Data items:
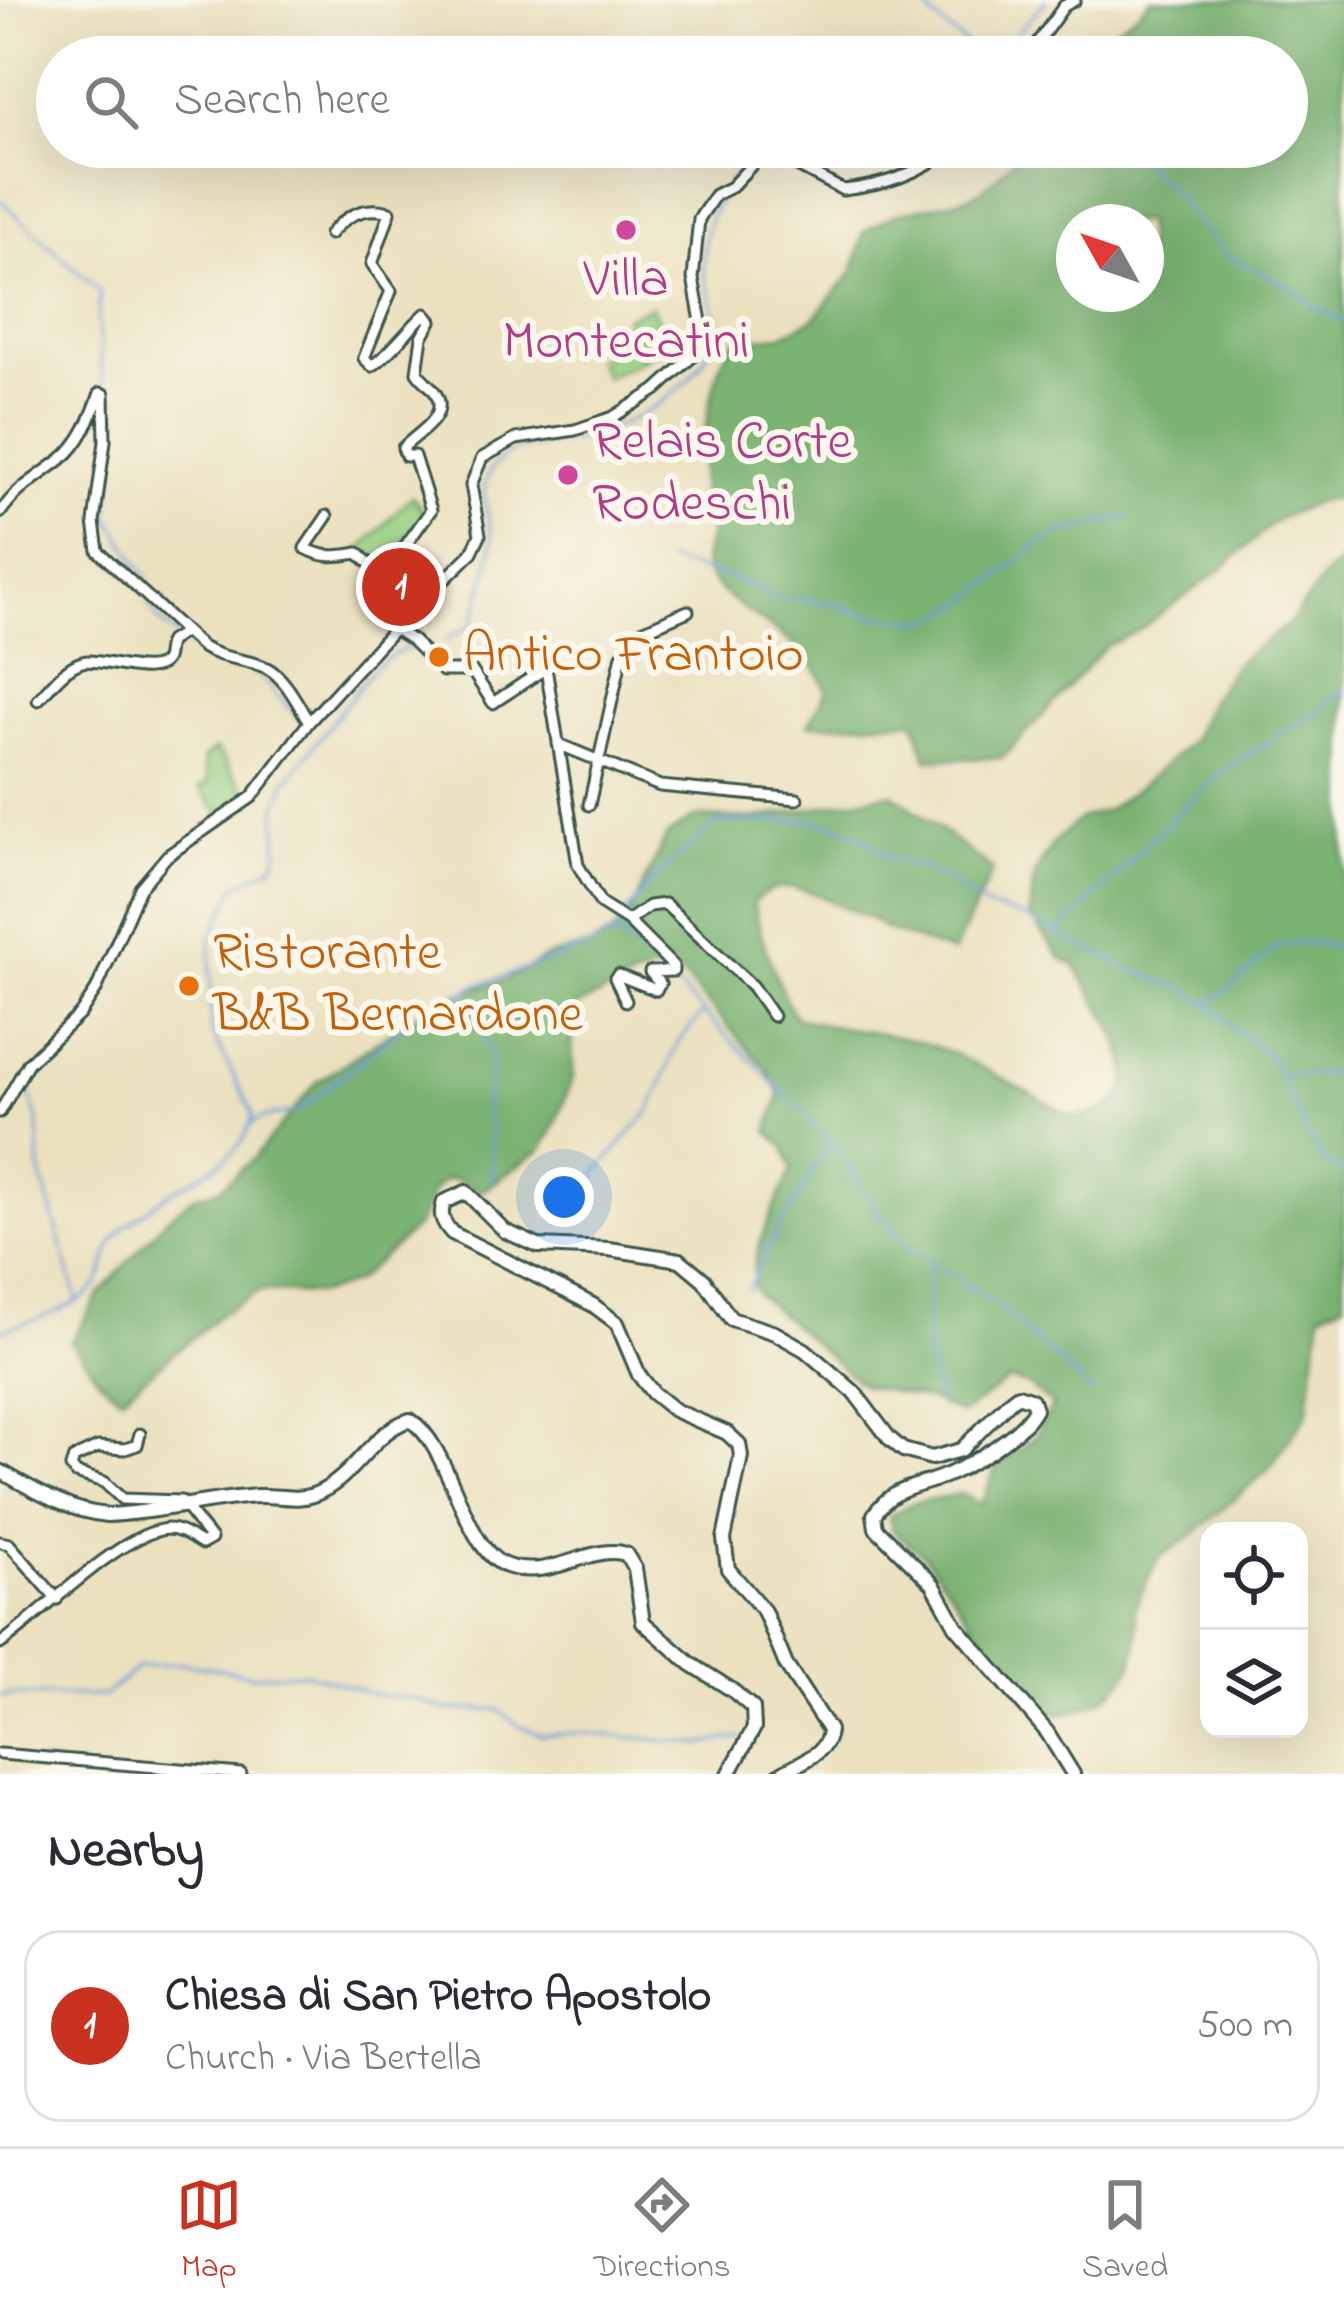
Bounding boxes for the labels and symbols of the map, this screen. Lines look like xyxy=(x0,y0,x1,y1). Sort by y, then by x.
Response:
north arrow xyxy=(1056,204,1164,312)
marker: Villa Montecatini xyxy=(613,217,639,243)
place label: Villa Montecatini xyxy=(502,243,750,383)
place label: Relais Corte Rodeschi xyxy=(592,405,853,545)
marker: Relais Corte Rodeschi xyxy=(555,462,581,488)
pin: 1 xyxy=(362,542,440,632)
place label: Antico Frantoio xyxy=(463,618,804,696)
marker: Antico Frantoio xyxy=(426,644,452,670)
place label: Ristorante B&B Bernardone xyxy=(211,916,584,1056)
marker: Ristorante B&B Bernardone xyxy=(176,973,202,999)
your location xyxy=(534,1167,594,1227)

[What is required]:
Each entry above should be given again exactly, with its pictures omitted.

[Task solution]:
Bounding boxes for the labels and symbols of the map, this screen. Lines look like xyxy=(x0,y0,x1,y1). Sort by y, then by x.
Response:
north arrow xyxy=(1056,204,1164,312)
marker: Villa Montecatini xyxy=(613,217,639,243)
place label: Villa Montecatini xyxy=(502,243,750,383)
place label: Relais Corte Rodeschi xyxy=(592,405,853,545)
marker: Relais Corte Rodeschi xyxy=(555,462,581,488)
pin: 1 xyxy=(362,542,440,632)
place label: Antico Frantoio xyxy=(463,618,804,696)
marker: Antico Frantoio xyxy=(426,644,452,670)
place label: Ristorante B&B Bernardone xyxy=(211,916,584,1056)
marker: Ristorante B&B Bernardone xyxy=(176,973,202,999)
your location xyxy=(534,1167,594,1227)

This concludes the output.